How to Engineer a War
Bertolt Brecht once said “war is like love; it always finds a way.’ This is certainly true with some past American wars. Presidents have repeatedly found a way to lead an often reluctant nation to war. They have ample authority to create the circumstances – both politically and militarily – that lead inevitably to war. Since presidents can order troop deployments, diplomatic changes, and other provocative acts, it is relatively easy to start a fight that Congress will have to finish. For later presidents, the Mexican-American War served a textbook example of how to start a fight. Many legislators did not want to go to war with Mexico – particularly members of the Whig party. President James Polk, however, coveted the Upper California and New Mexico. To that end, Polk sent John Slidell in 1845 to Mexico City to buy the territory for roughly $35 million in cash and loan forgiveness.

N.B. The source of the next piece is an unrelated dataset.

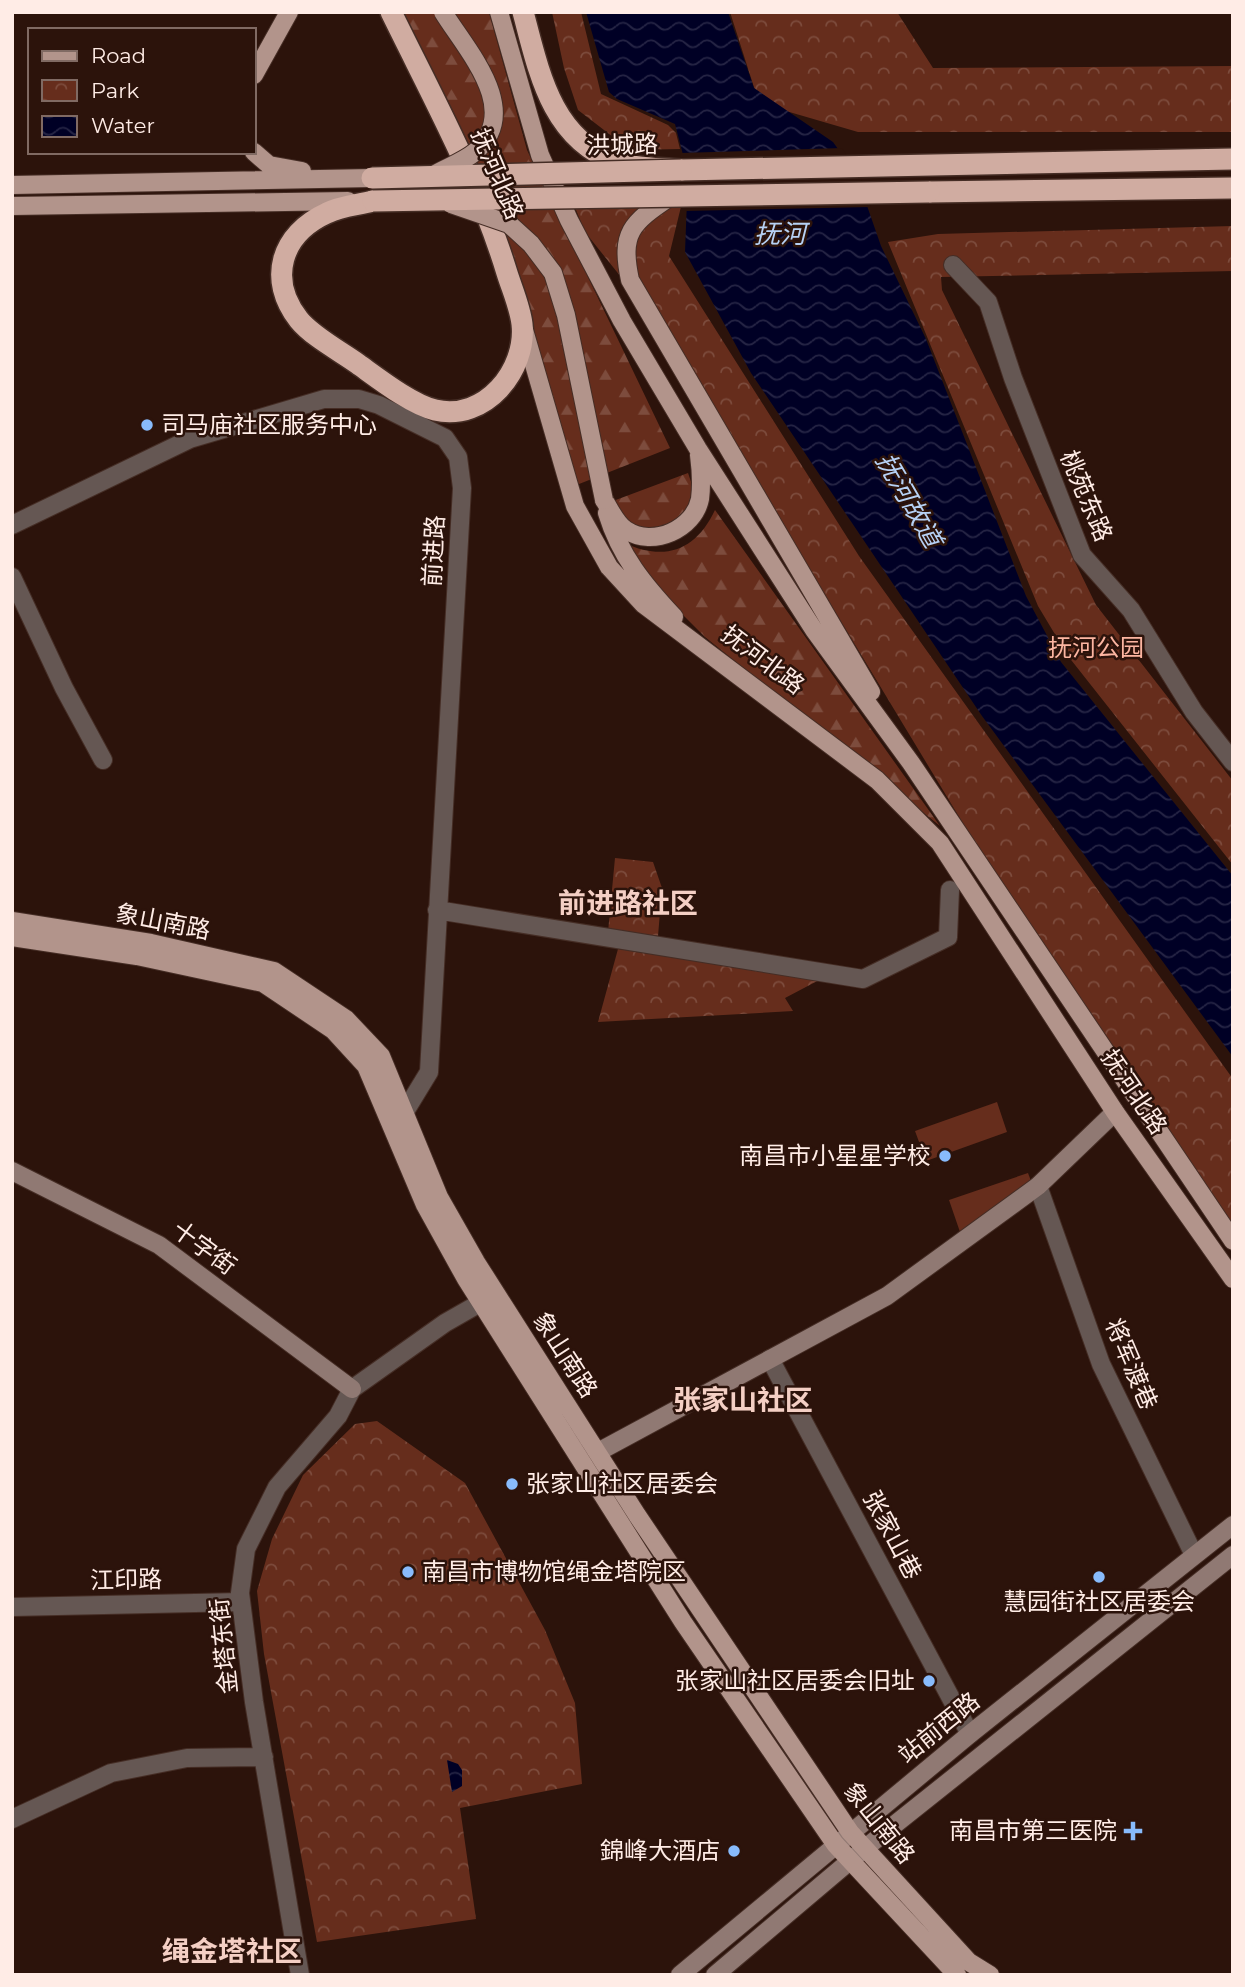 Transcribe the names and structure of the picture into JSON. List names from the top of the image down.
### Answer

Unable to buy the land, Polk set out to take it. He claimed the area between the Nueces River and Rio Grande as American soil — though the vast majority of experts then and now viewed the land as clearly Mexican. Polk sent General Zachary Taylor to the Rio Grande to claim the territory in full expectation that the Mexicans would oppose such a move. Taylor took the most provocative possible action – building a fort (later known as Fort Brown) on the border. The Mexicans were furious and, April 24, 1846, a 2,000-man cavalry force attacked a U.S. patrol of 63 men. Eleven were killed. Fort Brown and the Mexicans exchanged artillery gun fire until Taylor arrived with 2,400 additional troops. At the ensuing Battle of Resaca de la Palma, the two armies fought – at times hand to hand – for the territory. The Americans prevailed largely due to their new innovation of “flying artillery” where light artillery was moved on horse carriages quickly around the battlefield. Polk had his war. On May 11, 1846, Polk told Congress that “American blood [has] been spilled on American soil” and thus “the cup of forebearance [has] been exhausted.” Even though Whigs voted against the war as the product of Polk’s “lust of dominion,” Congress declared war. Among the dissenting votes were former president John Quincy Adams and future president Abraham Lincoln. A clearly suspicious Lincoln demanded that the Administration “show me the spot” where the patrol had been originally attacked.

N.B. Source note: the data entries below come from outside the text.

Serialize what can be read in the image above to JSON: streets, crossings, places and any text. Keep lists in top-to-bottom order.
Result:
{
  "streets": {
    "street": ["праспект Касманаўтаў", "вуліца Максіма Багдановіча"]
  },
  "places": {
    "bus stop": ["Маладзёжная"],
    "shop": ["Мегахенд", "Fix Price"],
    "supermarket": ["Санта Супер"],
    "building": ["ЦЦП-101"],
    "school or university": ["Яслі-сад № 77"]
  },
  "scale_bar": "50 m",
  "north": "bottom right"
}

Lincoln was not the only American leader suspicious of war-triggering events. A veteran of the 23rd Ohio Volunteer Infantry (under the command of future president Rutherford Hayes), McKinley had seen all of the death that he wanted to see in this lifetime. Despite the clamoring for war by hawks like Assistant Secretary of the Navy, McKinley resisted. “I’ve been through one war,” he stated, “I’ve seen the bodies stacked like cord wood, and I don’t want to go through that sort of thing again.” Roosevelt and others, however, stoked the flames of war. When pro-war and yellow journalist William R. Hearst was told that by his staff the crisis was not yet a war, he promised “you furnish the pictures and I’ll furnish the war.” The issue came to a head at 9:30 p.m. on February 15, 1898, when the battleship USS Maine exploded in Havana Harbor. Even at the time, there was great uncertainty as to whether the explosion was accidental or intentional. Many claimed then and since that the explosion was caused internally, including a 1976 investigation suggesting the explosion of a coal bunker that was located dangerously near the ammunition magazine. Hawks, however, seized on the disaster as a deliberative act by a submarine mine (a view supported a century later in a National Geographic investigation). Even as people chanted “Remember the Maine, To Hell with Spain,” McKinley still just wanted to act deliberatively. He asked Congress, not for a declaration of war, but authority to use U.S. troops to quell the civil war in Cuba in light of Spain’s inability to do so. Congress, however, went further and approved the use of force to secure Cuban independence. Spain declared war four days later and Congress happily declared war in what Roosevelt would call that “splendid little war.”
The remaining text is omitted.